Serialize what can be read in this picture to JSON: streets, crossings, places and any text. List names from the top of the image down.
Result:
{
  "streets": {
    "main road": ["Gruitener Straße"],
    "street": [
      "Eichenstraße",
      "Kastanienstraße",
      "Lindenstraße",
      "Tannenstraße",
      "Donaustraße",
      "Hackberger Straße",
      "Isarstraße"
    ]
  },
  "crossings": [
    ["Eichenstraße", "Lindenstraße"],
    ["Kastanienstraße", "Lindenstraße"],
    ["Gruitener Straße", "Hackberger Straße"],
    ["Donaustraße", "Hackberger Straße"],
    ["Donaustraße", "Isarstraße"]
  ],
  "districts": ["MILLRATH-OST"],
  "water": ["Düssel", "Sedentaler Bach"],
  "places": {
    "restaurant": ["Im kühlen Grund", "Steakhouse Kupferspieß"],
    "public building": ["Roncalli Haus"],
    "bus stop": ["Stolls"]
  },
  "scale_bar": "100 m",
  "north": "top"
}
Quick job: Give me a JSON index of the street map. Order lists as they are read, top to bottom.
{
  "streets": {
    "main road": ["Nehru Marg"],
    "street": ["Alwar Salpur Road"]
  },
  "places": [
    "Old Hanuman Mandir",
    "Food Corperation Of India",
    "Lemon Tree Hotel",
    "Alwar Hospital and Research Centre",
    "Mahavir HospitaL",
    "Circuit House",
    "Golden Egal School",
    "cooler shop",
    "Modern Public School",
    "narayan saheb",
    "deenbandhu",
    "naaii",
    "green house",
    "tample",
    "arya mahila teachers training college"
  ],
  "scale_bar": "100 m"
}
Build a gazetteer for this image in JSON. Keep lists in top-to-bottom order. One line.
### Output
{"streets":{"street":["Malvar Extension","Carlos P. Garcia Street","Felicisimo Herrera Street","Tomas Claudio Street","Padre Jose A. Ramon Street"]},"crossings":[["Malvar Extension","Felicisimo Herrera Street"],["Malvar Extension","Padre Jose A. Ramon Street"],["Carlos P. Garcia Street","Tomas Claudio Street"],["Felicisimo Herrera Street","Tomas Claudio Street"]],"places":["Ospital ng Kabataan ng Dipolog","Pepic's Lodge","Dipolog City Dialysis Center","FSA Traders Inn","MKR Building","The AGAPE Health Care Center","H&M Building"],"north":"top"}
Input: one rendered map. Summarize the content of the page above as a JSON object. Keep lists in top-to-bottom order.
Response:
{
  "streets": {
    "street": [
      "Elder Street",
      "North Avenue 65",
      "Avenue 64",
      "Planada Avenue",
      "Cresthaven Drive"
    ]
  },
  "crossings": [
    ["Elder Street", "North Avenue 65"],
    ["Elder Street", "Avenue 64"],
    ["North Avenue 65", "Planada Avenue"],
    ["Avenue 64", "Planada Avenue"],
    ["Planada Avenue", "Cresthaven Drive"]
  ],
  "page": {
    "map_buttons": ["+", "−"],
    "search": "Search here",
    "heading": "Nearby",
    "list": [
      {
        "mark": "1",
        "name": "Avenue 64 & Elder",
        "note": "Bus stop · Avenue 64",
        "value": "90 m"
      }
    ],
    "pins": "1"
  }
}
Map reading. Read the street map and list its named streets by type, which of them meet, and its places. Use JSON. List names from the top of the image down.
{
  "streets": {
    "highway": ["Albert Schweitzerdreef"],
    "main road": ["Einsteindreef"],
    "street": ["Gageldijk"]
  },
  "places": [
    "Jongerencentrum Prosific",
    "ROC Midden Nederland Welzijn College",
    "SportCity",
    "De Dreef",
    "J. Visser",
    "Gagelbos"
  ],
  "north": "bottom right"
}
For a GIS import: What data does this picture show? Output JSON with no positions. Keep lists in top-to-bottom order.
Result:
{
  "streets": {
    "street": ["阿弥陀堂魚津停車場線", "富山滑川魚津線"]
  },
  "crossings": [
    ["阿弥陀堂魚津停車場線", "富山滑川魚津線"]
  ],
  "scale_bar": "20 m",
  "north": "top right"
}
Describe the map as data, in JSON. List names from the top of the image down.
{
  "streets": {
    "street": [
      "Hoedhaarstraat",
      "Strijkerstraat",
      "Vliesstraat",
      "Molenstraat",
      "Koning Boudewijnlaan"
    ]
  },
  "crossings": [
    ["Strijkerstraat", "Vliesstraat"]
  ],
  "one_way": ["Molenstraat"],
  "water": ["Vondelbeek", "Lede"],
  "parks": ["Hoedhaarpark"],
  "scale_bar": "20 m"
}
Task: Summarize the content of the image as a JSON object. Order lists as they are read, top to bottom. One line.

——

TASK GOAL:
Everything from the line containing "For a GIS import: What" to the end of the data above should be quoted exactly, please, both ends included, and nothing outside that span.

SOLUTION TO THIS PROBLEM:
For a GIS import: What data does this picture show? Output JSON with no positions. Keep lists in top-to-bottom order.
Result:
{
  "streets": {
    "street": ["阿弥陀堂魚津停車場線", "富山滑川魚津線"]
  },
  "crossings": [
    ["阿弥陀堂魚津停車場線", "富山滑川魚津線"]
  ],
  "scale_bar": "20 m",
  "north": "top right"
}
Describe the map as data, in JSON. List names from the top of the image down.
{
  "streets": {
    "street": [
      "Hoedhaarstraat",
      "Strijkerstraat",
      "Vliesstraat",
      "Molenstraat",
      "Koning Boudewijnlaan"
    ]
  },
  "crossings": [
    ["Strijkerstraat", "Vliesstraat"]
  ],
  "one_way": ["Molenstraat"],
  "water": ["Vondelbeek", "Lede"],
  "parks": ["Hoedhaarpark"],
  "scale_bar": "20 m"
}
Task: Summarize the content of the image as a JSON object. Order lists as they are read, top to bottom. One line.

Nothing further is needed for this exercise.